= RECORD SET =
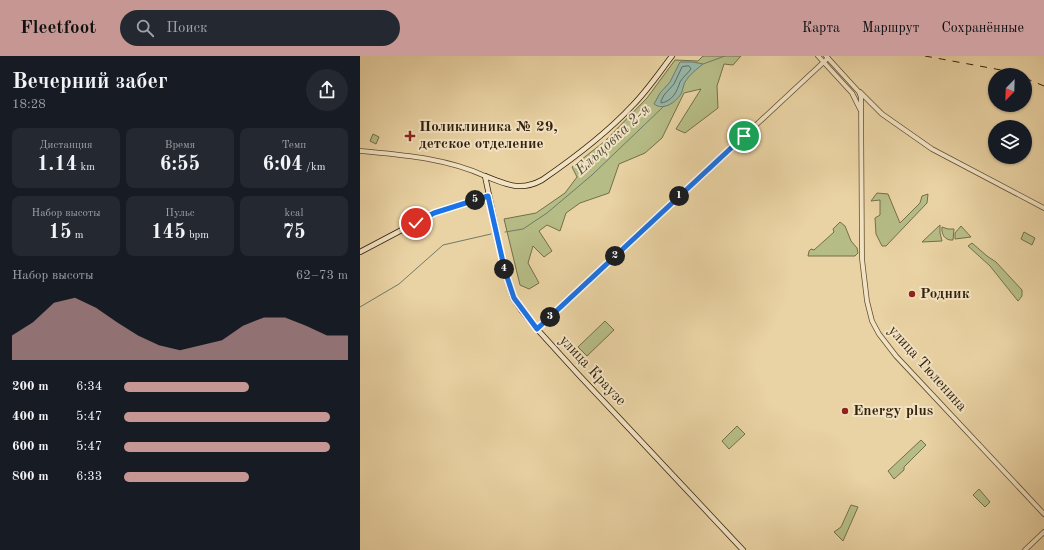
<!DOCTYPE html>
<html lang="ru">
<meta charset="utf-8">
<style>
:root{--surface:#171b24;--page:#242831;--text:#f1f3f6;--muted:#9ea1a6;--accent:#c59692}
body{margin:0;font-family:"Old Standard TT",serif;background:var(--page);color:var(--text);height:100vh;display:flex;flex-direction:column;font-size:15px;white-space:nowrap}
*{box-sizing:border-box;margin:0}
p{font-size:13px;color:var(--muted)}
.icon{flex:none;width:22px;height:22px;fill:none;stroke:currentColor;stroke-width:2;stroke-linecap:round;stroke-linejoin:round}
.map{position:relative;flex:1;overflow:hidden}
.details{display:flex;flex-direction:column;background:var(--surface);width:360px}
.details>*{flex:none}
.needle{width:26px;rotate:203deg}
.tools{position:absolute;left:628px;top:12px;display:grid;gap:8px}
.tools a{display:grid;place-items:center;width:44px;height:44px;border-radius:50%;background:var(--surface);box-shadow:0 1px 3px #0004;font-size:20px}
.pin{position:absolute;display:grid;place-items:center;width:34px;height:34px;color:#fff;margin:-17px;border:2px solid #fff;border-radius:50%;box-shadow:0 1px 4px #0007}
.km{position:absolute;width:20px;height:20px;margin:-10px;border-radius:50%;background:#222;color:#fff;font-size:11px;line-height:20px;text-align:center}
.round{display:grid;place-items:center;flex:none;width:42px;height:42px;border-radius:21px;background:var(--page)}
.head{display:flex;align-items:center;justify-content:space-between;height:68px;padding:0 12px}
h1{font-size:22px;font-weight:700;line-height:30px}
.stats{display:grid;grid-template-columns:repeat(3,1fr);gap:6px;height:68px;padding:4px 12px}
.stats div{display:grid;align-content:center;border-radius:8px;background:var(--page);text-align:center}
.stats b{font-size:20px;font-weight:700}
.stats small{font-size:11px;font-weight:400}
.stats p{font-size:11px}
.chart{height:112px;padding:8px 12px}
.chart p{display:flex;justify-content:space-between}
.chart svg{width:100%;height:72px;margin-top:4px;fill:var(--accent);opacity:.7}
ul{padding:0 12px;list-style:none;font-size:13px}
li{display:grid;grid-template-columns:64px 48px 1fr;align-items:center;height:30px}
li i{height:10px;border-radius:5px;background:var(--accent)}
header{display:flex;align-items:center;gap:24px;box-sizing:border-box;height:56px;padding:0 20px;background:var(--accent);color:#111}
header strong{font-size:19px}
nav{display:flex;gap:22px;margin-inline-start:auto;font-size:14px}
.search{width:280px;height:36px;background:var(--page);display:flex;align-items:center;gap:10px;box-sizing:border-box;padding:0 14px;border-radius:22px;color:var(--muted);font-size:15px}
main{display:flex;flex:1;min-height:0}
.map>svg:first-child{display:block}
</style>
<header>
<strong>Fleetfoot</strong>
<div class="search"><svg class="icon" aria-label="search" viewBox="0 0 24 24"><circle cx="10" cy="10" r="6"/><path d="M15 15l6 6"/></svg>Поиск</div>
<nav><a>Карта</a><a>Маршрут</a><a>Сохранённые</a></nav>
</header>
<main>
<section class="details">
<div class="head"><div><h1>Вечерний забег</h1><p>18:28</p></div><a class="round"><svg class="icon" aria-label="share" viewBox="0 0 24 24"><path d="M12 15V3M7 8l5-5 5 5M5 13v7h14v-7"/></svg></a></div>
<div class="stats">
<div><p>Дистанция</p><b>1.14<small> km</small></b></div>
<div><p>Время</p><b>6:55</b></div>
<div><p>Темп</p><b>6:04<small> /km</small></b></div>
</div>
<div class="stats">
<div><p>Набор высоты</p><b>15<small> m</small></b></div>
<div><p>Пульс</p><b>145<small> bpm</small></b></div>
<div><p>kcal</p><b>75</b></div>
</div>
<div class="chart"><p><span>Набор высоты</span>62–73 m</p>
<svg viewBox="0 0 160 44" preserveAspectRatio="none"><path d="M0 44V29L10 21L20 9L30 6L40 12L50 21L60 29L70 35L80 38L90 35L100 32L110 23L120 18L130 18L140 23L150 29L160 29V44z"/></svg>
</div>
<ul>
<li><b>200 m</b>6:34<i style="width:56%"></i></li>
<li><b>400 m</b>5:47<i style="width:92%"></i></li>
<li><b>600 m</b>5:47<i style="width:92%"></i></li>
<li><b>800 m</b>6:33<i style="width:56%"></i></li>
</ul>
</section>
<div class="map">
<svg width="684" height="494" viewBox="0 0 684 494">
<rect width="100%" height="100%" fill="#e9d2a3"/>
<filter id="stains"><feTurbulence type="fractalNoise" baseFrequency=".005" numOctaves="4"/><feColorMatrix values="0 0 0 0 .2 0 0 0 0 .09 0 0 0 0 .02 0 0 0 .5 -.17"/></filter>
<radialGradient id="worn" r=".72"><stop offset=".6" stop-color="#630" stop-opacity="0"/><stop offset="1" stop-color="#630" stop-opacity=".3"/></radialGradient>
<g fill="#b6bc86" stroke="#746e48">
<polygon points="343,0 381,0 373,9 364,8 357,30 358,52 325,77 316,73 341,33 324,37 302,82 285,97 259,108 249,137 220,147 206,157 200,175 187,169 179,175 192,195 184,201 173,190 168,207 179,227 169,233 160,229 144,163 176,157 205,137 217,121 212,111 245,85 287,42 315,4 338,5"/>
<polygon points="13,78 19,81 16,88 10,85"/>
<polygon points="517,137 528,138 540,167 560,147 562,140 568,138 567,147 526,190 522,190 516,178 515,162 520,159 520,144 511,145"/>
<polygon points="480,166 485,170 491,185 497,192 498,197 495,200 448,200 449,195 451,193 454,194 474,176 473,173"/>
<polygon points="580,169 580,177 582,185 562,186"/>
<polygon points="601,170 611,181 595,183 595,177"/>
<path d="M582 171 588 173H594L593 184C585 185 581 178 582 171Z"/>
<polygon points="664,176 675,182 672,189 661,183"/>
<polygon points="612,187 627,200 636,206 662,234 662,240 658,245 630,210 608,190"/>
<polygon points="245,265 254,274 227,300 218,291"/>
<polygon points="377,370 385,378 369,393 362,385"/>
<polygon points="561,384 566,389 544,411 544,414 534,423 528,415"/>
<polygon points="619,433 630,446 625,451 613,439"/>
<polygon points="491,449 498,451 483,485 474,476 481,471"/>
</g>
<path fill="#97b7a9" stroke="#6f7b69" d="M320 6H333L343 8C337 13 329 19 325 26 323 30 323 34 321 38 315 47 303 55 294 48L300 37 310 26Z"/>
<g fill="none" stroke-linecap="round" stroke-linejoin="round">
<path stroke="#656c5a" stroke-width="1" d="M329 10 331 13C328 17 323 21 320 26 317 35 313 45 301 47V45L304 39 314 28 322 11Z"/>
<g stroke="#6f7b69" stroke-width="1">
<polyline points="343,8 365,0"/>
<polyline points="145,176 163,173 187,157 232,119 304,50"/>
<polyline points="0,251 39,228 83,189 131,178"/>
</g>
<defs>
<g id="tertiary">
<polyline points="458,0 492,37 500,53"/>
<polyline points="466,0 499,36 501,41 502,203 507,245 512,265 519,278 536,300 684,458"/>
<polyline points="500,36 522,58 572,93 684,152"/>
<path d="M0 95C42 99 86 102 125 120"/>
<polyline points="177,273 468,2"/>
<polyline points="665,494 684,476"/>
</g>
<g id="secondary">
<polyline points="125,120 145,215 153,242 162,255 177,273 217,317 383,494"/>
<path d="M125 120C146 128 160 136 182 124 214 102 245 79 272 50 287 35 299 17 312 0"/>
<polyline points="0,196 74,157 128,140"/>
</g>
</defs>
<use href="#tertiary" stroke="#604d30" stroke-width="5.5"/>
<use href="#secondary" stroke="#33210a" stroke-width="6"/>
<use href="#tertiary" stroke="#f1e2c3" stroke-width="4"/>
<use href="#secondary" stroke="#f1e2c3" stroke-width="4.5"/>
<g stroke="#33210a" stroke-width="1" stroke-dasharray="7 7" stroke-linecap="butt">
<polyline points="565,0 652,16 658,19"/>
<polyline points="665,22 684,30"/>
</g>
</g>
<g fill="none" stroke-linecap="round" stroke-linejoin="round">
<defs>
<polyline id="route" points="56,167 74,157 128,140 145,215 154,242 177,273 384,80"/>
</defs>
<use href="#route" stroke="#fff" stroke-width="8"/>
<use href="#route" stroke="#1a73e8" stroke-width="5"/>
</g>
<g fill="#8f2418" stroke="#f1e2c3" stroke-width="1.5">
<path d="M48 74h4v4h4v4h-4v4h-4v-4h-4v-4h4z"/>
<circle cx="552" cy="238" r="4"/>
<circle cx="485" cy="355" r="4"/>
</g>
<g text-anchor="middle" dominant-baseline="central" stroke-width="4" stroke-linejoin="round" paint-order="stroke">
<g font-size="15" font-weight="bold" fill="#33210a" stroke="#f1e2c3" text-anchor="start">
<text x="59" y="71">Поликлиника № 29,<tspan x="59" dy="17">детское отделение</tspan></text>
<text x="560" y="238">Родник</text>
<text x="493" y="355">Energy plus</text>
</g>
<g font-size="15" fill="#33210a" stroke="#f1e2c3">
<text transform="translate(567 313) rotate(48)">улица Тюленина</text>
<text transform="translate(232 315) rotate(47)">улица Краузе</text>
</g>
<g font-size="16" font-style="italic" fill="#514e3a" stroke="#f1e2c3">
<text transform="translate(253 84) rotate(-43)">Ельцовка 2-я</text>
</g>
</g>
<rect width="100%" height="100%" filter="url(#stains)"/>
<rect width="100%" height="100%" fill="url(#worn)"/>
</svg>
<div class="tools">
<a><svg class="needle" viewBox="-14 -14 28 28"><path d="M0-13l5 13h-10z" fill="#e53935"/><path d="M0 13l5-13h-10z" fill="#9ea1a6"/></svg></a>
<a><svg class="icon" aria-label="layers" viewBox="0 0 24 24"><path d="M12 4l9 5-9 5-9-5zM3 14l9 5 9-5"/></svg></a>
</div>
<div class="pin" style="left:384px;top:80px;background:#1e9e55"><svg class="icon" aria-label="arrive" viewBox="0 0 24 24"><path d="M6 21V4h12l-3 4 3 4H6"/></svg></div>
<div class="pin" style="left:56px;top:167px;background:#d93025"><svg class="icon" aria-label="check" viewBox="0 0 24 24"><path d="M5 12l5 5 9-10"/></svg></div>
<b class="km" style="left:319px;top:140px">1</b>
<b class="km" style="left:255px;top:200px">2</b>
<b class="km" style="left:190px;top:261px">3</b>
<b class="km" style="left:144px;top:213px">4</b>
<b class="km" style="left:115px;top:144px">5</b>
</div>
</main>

= EXERCISE DIRECTIONS =
From the first line of the entries above through the line with "solid #fff;border-radius:50%;box-shadow:0 1px", set down each line exactly and drop the pictures.

= SOLUTION TO THIS EXERCISE =
<!DOCTYPE html>
<html lang="ru">
<meta charset="utf-8">
<style>
:root{--surface:#171b24;--page:#242831;--text:#f1f3f6;--muted:#9ea1a6;--accent:#c59692}
body{margin:0;font-family:"Old Standard TT",serif;background:var(--page);color:var(--text);height:100vh;display:flex;flex-direction:column;font-size:15px;white-space:nowrap}
*{box-sizing:border-box;margin:0}
p{font-size:13px;color:var(--muted)}
.icon{flex:none;width:22px;height:22px;fill:none;stroke:currentColor;stroke-width:2;stroke-linecap:round;stroke-linejoin:round}
.map{position:relative;flex:1;overflow:hidden}
.details{display:flex;flex-direction:column;background:var(--surface);width:360px}
.details>*{flex:none}
.needle{width:26px;rotate:203deg}
.tools{position:absolute;left:628px;top:12px;display:grid;gap:8px}
.tools a{display:grid;place-items:center;width:44px;height:44px;border-radius:50%;background:var(--surface);box-shadow:0 1px 3px #0004;font-size:20px}
.pin{position:absolute;display:grid;place-items:center;width:34px;height:34px;color:#fff;margin:-17px;border:2px solid #fff;border-radius:50%;box-shadow:0 1px 4px #0007}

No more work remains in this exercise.